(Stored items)
========

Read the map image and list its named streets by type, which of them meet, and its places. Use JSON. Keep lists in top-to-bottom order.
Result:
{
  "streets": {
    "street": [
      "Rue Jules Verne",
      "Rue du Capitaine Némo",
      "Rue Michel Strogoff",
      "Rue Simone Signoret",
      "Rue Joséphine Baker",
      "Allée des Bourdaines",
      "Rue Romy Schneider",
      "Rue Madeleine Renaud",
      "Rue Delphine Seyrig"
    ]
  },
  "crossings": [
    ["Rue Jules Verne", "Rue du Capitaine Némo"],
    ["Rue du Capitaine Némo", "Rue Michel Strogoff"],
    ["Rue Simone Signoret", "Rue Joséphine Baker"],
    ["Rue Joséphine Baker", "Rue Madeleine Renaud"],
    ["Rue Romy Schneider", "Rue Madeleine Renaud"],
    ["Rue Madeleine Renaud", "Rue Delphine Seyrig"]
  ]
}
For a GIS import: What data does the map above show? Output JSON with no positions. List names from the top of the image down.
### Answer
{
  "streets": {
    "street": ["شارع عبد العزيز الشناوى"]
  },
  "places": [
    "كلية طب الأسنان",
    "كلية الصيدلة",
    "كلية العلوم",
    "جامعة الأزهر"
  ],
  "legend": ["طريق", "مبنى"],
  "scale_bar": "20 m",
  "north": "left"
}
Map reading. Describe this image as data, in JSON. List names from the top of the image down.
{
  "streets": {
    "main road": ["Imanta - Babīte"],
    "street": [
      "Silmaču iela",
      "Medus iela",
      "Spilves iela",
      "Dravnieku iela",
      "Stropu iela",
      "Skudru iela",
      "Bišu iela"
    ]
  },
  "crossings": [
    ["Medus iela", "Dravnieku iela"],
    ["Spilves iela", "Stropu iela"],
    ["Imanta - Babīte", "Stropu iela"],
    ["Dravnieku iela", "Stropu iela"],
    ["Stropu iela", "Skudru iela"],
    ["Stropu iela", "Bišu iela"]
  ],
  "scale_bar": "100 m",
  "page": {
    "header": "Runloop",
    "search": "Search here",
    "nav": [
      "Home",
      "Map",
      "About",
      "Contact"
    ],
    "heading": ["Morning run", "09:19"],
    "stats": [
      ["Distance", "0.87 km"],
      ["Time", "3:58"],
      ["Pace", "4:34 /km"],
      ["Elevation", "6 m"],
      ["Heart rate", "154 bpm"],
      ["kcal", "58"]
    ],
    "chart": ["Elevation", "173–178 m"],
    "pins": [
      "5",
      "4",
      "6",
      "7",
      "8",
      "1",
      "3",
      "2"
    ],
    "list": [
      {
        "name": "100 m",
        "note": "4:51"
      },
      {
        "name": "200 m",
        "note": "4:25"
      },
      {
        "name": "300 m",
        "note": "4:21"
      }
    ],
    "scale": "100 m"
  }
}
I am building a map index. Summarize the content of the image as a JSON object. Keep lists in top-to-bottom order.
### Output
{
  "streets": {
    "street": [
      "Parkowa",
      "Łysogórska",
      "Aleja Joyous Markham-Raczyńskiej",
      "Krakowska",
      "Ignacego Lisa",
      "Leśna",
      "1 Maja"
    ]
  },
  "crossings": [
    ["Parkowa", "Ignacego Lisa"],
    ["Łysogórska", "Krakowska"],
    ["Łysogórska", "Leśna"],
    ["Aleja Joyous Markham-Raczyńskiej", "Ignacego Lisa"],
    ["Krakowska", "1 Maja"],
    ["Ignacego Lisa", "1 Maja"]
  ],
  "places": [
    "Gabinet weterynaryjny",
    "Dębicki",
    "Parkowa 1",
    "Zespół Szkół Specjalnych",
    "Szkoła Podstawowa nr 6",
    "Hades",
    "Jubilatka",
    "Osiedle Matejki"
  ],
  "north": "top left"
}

========

EXERCISE DIRECTIONS
Whenever the word "Łysogórska" shows up in a line above, copy that line.

EXERCISE SOLUTION
      "Łysogórska",
    ["Łysogórska", "Krakowska"],
    ["Łysogórska", "Leśna"],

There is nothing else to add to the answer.